Inhabitants of La Digue can exchange two of their incandescent light bulbs for the LED (light-emitting diode) bulbs from 8.30 a.m. to 4 p.m. on Friday at the community centre. Those on Praslin can do the same on Saturday at the Pension Fund Building.
The campaign is aimed at promoting energy efficiency to reduce CO2 emissions. It was launched on the main island of Mahe in April and is part of the resource efficiency project.
“The light bulb is the easier appliance that can be replaced with a more energy efficient solution. We want to help people adjust by starting them off with these LED light bulbs in the hope that they adopt this as a lifestyle,” said Elaine Ernesta, the resource efficiency project manager.
The ‘Switch to LED’ team will be giving inhabitants of the two targeted islands two free LED bulbs in exchange for two incandescent bulbs for each household. Members of the public have to bring their recent electricity bill which will be used for more research into household energy usage habits.
|The campaign is aimed at promoting energy efficiency to reduce CO2 emissions and was launched on Mahe in April. (Seychelles Nation) Photo License: CC-BY|
Despite previous campaigns informing the public of the benefits of LED bulbs, a baseline energy efficiency survey in Seychelles, an archipelago of 115 islands, found that 49 percent of the population still used incandescent bulbs.
Ernesta said that people might still be using incandescent bulbs due to convenience since they are cheaper and more readily accessible in small local shops. Good quality LED lights, on the other hand, will be found in supermarkets or hardware shops.
She said that LED light bulbs could last from 10 to 15 years and use 6- 10 watts as opposed to the incandescent and CFL (compact fluorescent lamp) which normally last 6-8 months and consume 60 watts. Household, therefore, spends less money in the long term when buying LED lights.

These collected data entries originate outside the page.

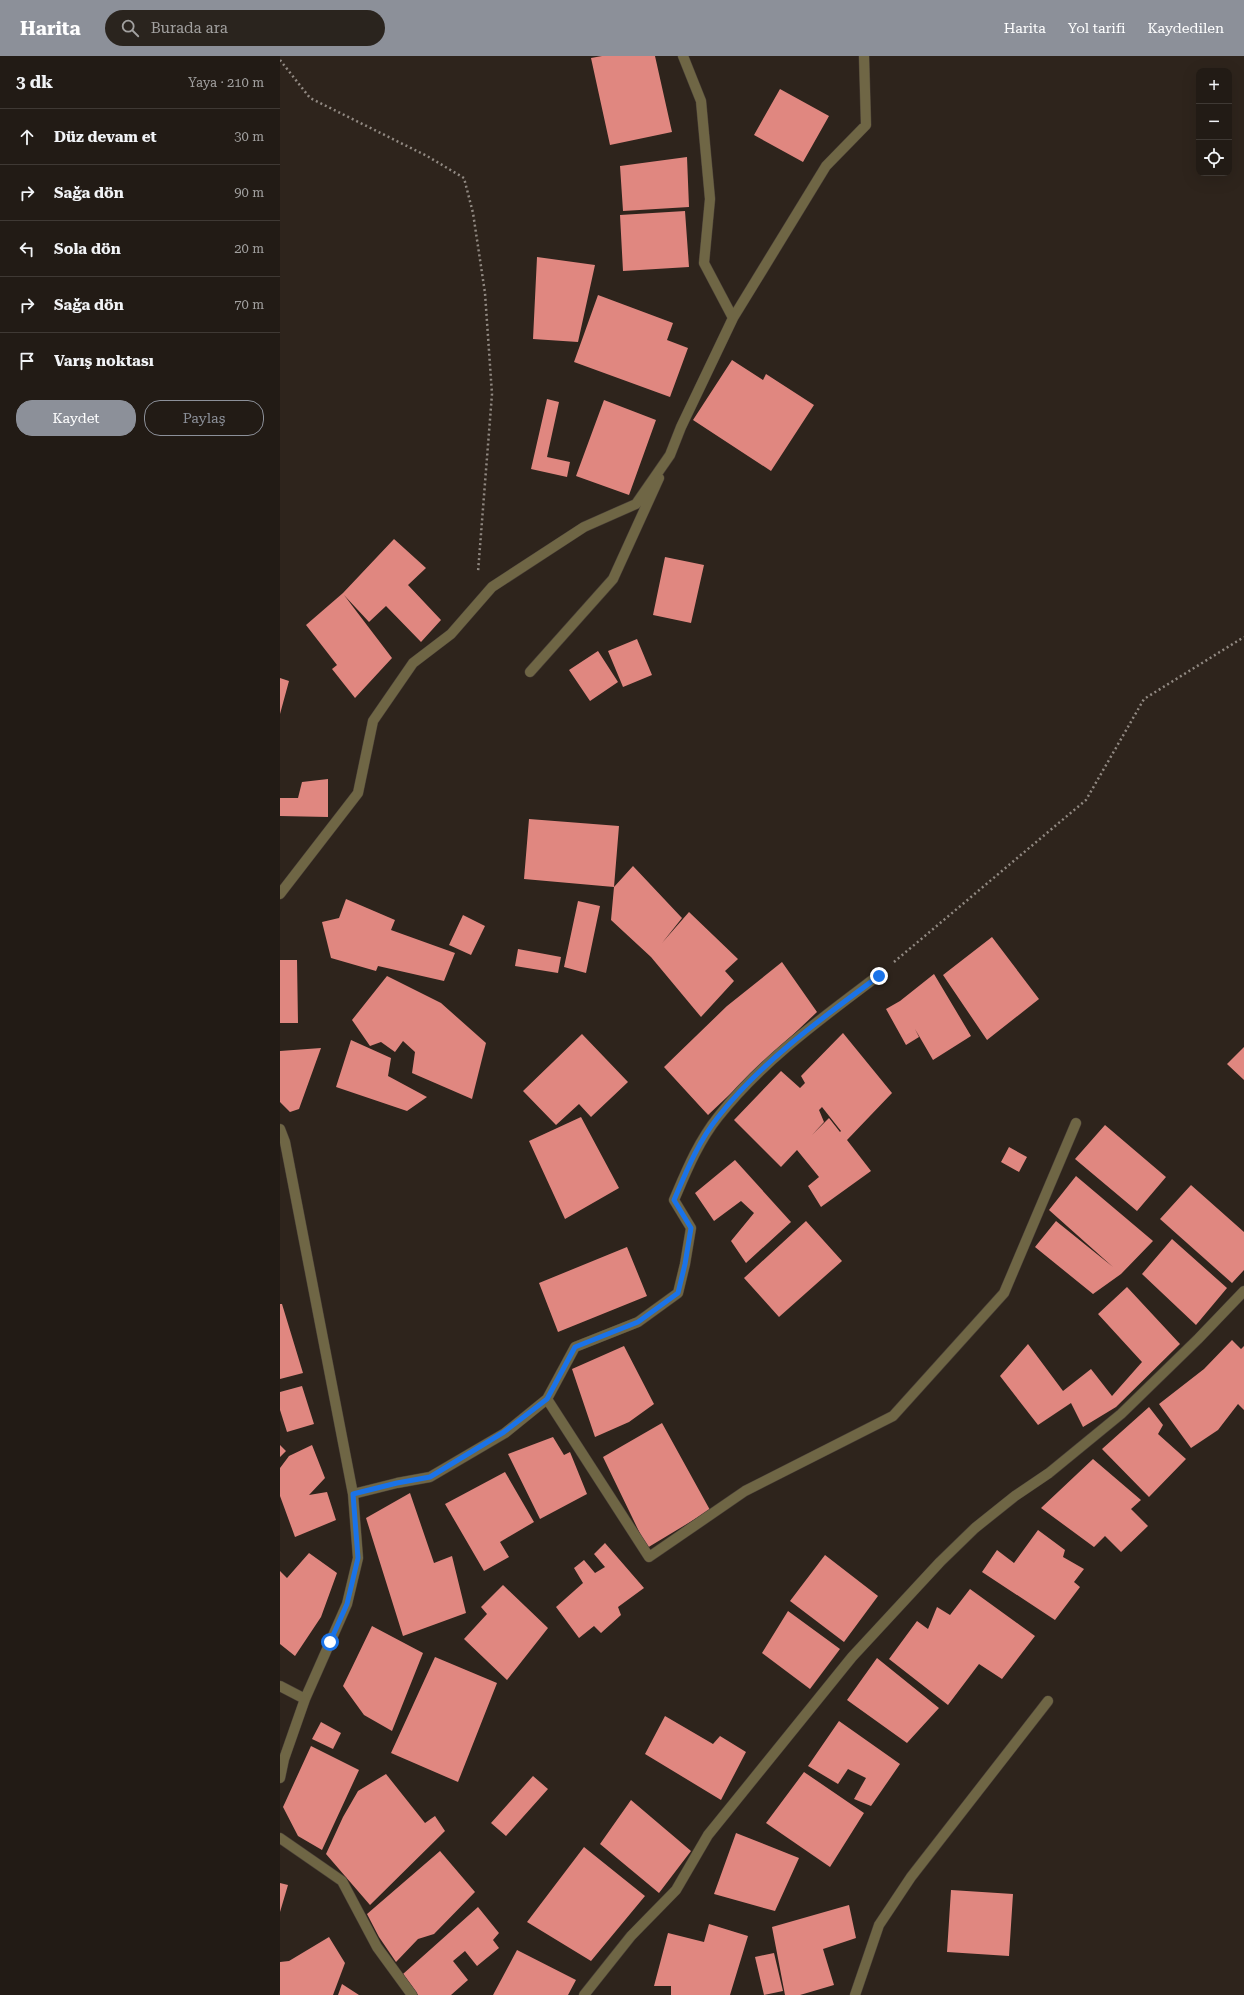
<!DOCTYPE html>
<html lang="tr">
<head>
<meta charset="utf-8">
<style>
	:root { --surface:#221b15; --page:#2a241e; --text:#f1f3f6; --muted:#a2a1a0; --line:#3f3934; --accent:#8c9099 }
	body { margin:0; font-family:"Roboto Serif",serif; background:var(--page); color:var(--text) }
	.controls { position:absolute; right:12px; top:12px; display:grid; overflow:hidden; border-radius:8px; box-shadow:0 4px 16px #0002 }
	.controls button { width:36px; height:36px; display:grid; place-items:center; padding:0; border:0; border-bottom:1px solid var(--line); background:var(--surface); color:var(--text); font:20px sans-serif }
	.stop { position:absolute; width:12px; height:12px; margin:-9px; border:3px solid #1a73e8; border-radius:50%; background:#fff }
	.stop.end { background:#1a73e8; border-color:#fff; box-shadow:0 1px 4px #0008 }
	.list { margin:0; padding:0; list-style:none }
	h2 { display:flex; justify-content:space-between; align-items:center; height:52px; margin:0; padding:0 16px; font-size:17px }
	h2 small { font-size:13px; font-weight:400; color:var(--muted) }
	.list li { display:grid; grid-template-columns:26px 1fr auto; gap:12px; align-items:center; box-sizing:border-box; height:56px; padding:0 16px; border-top:1px solid var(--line) }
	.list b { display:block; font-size:15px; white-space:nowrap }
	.list em { font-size:13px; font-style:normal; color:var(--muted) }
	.actions { display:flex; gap:8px; padding:12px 16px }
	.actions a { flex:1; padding:9px 0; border:1px solid var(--accent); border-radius:16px; text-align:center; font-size:14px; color:var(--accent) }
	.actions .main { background:var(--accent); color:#fff }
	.icon { flex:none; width:22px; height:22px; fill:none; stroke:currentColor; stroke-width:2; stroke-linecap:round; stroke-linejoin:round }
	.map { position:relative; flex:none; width:964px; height:1939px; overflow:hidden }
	header { display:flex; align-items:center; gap:24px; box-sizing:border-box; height:56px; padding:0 20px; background:var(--accent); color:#fff }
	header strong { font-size:19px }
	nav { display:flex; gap:22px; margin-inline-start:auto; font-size:14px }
	.search { width:280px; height:36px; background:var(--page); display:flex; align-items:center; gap:10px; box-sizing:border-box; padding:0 14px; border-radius:22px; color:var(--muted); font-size:15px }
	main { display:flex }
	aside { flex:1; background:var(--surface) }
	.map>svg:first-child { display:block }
	.building { fill:#e08780; fill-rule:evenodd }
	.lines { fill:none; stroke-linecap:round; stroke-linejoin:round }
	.street-casing { stroke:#493f37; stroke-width:11 }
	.path { stroke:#918982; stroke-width:2.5; stroke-dasharray:2 3; stroke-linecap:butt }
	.street { stroke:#6f6645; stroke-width:10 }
	.route { stroke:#1a73e8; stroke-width:5 }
</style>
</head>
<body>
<header>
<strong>Harita</strong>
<div class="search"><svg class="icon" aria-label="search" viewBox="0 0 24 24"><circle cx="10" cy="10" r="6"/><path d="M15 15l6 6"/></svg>Burada ara</div>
<nav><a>Harita</a><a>Yol tarifi</a><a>Kaydedilen</a></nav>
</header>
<main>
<aside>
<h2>3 dk<small>Yaya · 210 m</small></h2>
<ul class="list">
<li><svg class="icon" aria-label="ahead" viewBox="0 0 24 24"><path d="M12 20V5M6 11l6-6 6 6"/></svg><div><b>Düz devam et</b></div><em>30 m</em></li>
<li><svg class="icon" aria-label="right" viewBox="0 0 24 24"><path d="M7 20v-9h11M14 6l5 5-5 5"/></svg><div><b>Sağa dön</b></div><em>90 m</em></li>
<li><svg class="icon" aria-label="left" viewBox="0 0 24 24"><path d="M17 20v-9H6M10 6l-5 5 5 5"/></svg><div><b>Sola dön</b></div><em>20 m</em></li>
<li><svg class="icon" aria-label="right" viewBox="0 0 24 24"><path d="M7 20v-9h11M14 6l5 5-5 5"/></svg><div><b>Sağa dön</b></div><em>70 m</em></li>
<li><svg class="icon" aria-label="arrive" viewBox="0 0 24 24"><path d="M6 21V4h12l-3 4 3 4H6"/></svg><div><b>Varış noktası</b></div></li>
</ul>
<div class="actions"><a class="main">Kaydet</a><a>Paylaş</a></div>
</aside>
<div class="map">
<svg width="964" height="1939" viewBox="0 0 964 1939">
	<rect width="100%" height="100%" fill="#2e241c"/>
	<!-- building -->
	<path class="building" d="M322 0H375L392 76 330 89 311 2Z
		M500 33 549 60 523 106 474 79Z
		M407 101 409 151 343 155 340 110Z
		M405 155 409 211 343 215 340 159Z
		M257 201 315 209 298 286 253 283Z
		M318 239 393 267 387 284 408 292 390 341 294 306Z
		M452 304 483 324 486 318 534 349 491 415 413 364Z
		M267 343 279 346 267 401 290 406 287 421 251 413Z
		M324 344 376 364 349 439 296 420Z
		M114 483 146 512 128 529 161 564 141 586 106 550 89 566 64 539 112 602 75 642 52 613 57 609 26 569 63 537Z
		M385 501 424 509 411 567 373 559Z
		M357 583 372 619 343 631 328 595Z
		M318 595 338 626 310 645 289 614Z
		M0 622 9 625 0 658Z
		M48 723V761L0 760V742H18L22 726Z
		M249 763 339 770 334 831 353 810 402 862 382 887 409 856 458 903 445 915 454 925 421 961 371 901 331 864 334 831 244 823Z
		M66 843 115 864 111 874 175 897 164 925 98 910 96 915 51 902 42 866 59 862Z
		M298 845 320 850 306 917 284 911Z
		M183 859 205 870 191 899 169 889Z
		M712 881 759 943 707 984 663 919Z
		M238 893 281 901 278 917 235 910Z
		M0 904H17L18 967H0Z
		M502 906 537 956 428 1059 384 1011 447 950Z
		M654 918 691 980 653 1004 635 973 639 981 626 989 606 953 620 945Z
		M107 920 161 947 206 987 192 1043 132 1017 135 996 123 985 115 996 101 986 90 990 72 964Z
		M563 977 612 1037 567 1084 591 1115 541 1151 528 1130 539 1121 517 1094 501 1111 454 1064 501 1015 520 1032 525 1027 521 1020ZM542 1051 561 1075 560 1076 549 1062 532 1079 544 1066 539 1054Z
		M302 978 348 1026 311 1061 299 1048 276 1069 243 1035Z
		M71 984 111 1002 108 1020 147 1041 127 1055 56 1031Z
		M964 991V1024L947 1008Z
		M41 992 19 1053 10 1056 0 1046V995Z
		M301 1061 339 1132 285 1163 249 1085Z
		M825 1069 886 1121 857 1155 795 1103Z
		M729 1091 747 1101 739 1116 721 1106Z
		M455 1104 511 1166 466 1207 451 1185 474 1157 461 1145 434 1165 415 1137Z
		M796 1120 873 1185 841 1218 813 1238 755 1191 776 1165 833 1211 769 1154Z
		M911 1129 964 1176V1214L952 1227 880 1163Z
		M526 1165 562 1205 499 1261 464 1222Z
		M892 1183 947 1232 916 1269 862 1218Z
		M347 1191 367 1240 278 1276 259 1227Z
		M847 1231 900 1288 836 1351 803 1371 791 1347 758 1369 720 1320 748 1288 783 1335 811 1313 832 1340 862 1306 818 1258Z
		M0 1248H2L23 1317 0 1323Z
		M952 1284 961 1293 964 1290V1354L958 1348 938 1374 911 1392 879 1348 924 1313Z
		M344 1290 374 1348 349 1366 315 1381 292 1313Z
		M22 1330 34 1368 7 1376 0 1354V1336Z
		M869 1351 883 1369 878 1378 906 1403 869 1441 822 1393Z
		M382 1367 430 1454 367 1492 323 1401Z
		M273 1381 284 1399 290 1396 307 1438 260 1463 228 1398Z
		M0 1389 6 1395 0 1401Z
		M32 1389 45 1422 29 1439 47 1436 56 1464 15 1481 0 1440V1412L9 1400Z
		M813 1403 861 1444 851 1453 868 1470 841 1496 825 1480 814 1491 761 1452Z
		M225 1416 254 1466 220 1486 229 1501 204 1515 165 1448Z
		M130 1437 154 1507 172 1500 186 1557 123 1580 86 1462Z
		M758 1474 785 1494 783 1501 804 1513 794 1526 800 1531 775 1564 702 1516 717 1494 734 1507Z
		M325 1487 364 1532 338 1551 341 1559 321 1577 314 1570 299 1582 276 1551 303 1527 294 1512 304 1504 315 1517 325 1511 314 1498Z
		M29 1497 57 1517 41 1561 15 1600 0 1588V1515L7 1522Z
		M545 1499 598 1540 564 1586 510 1545Z
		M223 1529 268 1572 227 1624 184 1583 207 1558 201 1551Z
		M690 1533 755 1580 722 1623 699 1608 668 1649 609 1603 637 1565 648 1573 657 1551 670 1559Z
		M508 1555 560 1593 530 1633 482 1597Z
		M92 1570 143 1597 112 1675 84 1659 63 1630Z
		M155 1601 217 1627 178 1726 111 1697Z
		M597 1602 659 1652 627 1687 567 1644Z
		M385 1660 433 1688 440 1680 466 1696 441 1744 365 1698Z
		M559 1665 620 1708 591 1750 574 1743 586 1722 568 1713 558 1728 528 1710Z
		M41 1666 61 1677 53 1693 32 1683Z
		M31 1690 79 1714 42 1794 18 1780 3 1751Z
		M524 1716 584 1757 550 1811 486 1767Z
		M106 1718 145 1767 155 1760 165 1775 90 1849 46 1798 63 1761 78 1735Z
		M253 1720 268 1733 226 1780 211 1767Z
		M351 1744 411 1795 379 1837 320 1788Z
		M456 1777 519 1802 495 1855 434 1838Z
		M304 1791 365 1840 311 1905 247 1866Z
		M160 1795 195 1836 154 1878 138 1883 116 1906 99 1881 87 1858Z
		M0 1827 8 1829 0 1856Z
		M671 1834 733 1838 729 1900 667 1896Z
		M569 1849 576 1882 543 1893 554 1929 520 1939H505L492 1871Z
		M198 1851 219 1877 213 1884 219 1892 197 1910 185 1895 173 1905 188 1924 171 1939H138L123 1918Z
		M429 1868 468 1880 450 1939H391V1930H374L388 1877 424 1886Z
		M49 1881 65 1907 53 1939H0V1906L9 1905Z
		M237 1894 296 1924 288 1939H213Z
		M494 1897 503 1935 484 1939 475 1901Z
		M62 1928 79 1939H58Z"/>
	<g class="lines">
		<!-- street casing -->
		<g class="street-casing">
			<path id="street" d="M453 262 546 110 586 69 584 0
				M250 616 333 523 379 422
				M0 838 78 737 93 665 133 607 171 578 212 531 304 471 356 448 390 399 401 371 453 262 424 207 430 143 421 45 403 0
				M0 1073 5 1086 73 1438 78 1502 67 1548 25 1643 4 1703 0 1722
				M267 1343 369 1501 465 1435 613 1360 724 1237 796 1067
				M73 1438 117 1427 150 1421 225 1377 267 1343 295 1291 358 1266 398 1237 405 1208 411 1172 394 1144C406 1116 418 1086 438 1061 482 1005 542 962 599 919
				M0 1630 25 1643
				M0 1782 62 1825 97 1891 132 1939
				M304 1939 351 1880 396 1834 428 1779 572 1601 660 1506 695 1472 735 1440 769 1417 841 1358 918 1283 964 1235
				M575 1939 599 1869 631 1821 768 1645"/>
		</g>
		<!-- path -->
		<path class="path" d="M0 4 30 42 147 100 184 122 193 157 205 237 212 338 198 516
			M614 906 806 744 864 643 964 581"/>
		<!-- street -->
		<use href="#street" class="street"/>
	</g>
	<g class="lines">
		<!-- route -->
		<path class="route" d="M50 1586 67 1548 78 1502 73 1438 117 1427 150 1421 224 1376 267 1343 295 1291 358 1266 398 1237 405 1208 411 1172 394 1144C406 1116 418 1086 438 1061 482 1005 542 962 599 920"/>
	</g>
</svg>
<div class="controls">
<button>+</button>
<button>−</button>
<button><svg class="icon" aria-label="locate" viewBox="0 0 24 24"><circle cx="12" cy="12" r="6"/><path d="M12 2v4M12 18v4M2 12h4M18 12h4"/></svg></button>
</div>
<div class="stop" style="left:50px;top:1586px"></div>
<div class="stop end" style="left:599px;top:920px"></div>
</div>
</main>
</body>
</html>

The public has to recognise that the replacement of two light bulbs will not make a significant difference in their electricity bills unless other changes are made, said Ernesta. This would include replacing other light bulbs in the house, especially those found in storage areas or security lights where they are often forgotten. The use of energy efficient washing machines and refrigerators, as well as gas cookers and solar powered water heaters, could be used instead of their electrical appliances.
Ernesta added the team is aware that LED bulbs coming into the Seychelles have been of poor quality.
“Regulations will soon be put in place to ensure that only high quality LED bulbs will be brought into the country. For the time being, those wanting to purchase LED light bulbs are advised to read the label carefully and to only choose LED bulbs in the A* - A***** range.”